[Materials provided — start]
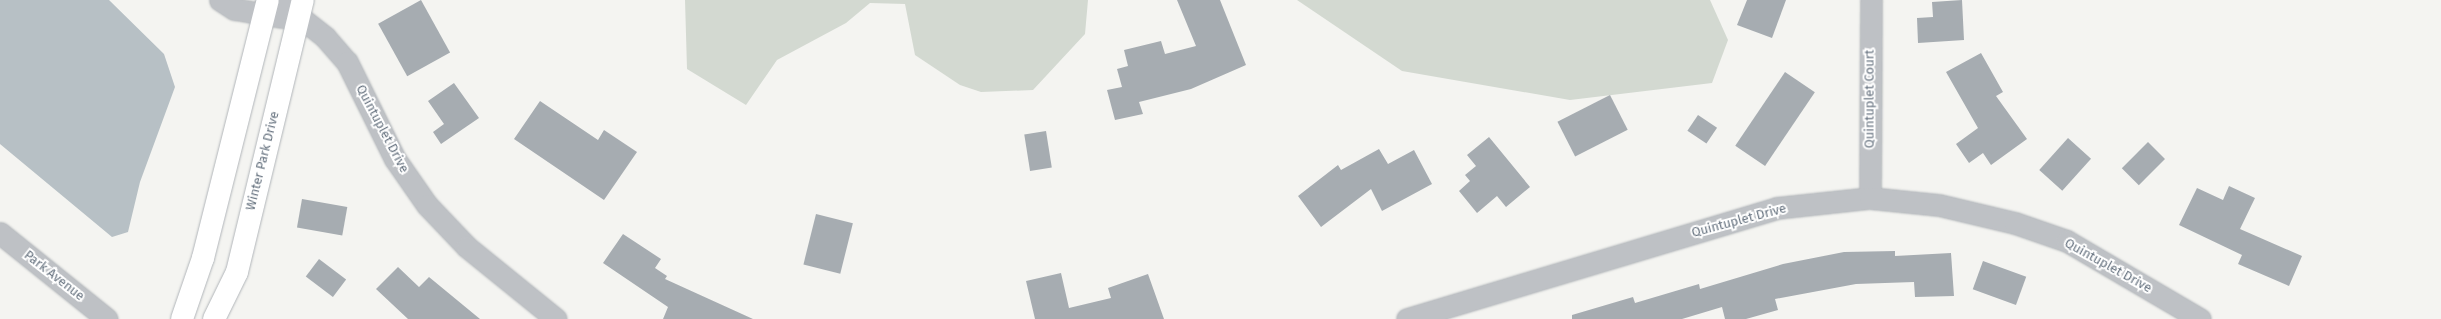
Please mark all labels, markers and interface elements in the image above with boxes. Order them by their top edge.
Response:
street label: Quintuplet Court [1862,50,1878,148]
street label: Quintuplet Drive [352,82,412,176]
street label: Winter Park Drive [243,110,283,212]
street label: Quintuplet Drive [1690,201,1788,241]
street label: Quintuplet Drive [2062,236,2154,296]
street label: Park Avenue [21,248,87,304]

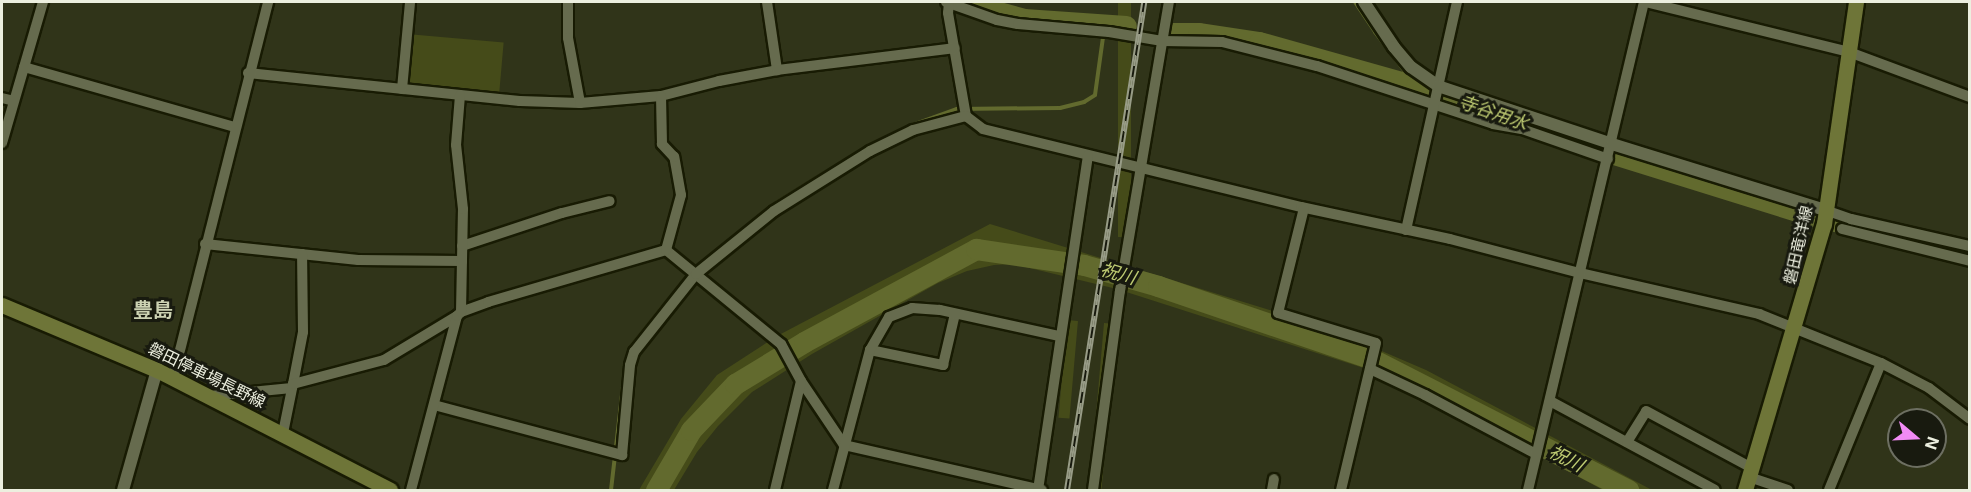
[Materials provided — finish]
- _Try it_
Would you give the records again exactly, dropping the pictures?

- _Output_
Please mark all labels, markers and interface elements in the image above with boxes. Order them by their top edge.
Response:
street label: Quintuplet Court [1862,50,1878,148]
street label: Quintuplet Drive [352,82,412,176]
street label: Winter Park Drive [243,110,283,212]
street label: Quintuplet Drive [1690,201,1788,241]
street label: Quintuplet Drive [2062,236,2154,296]
street label: Park Avenue [21,248,87,304]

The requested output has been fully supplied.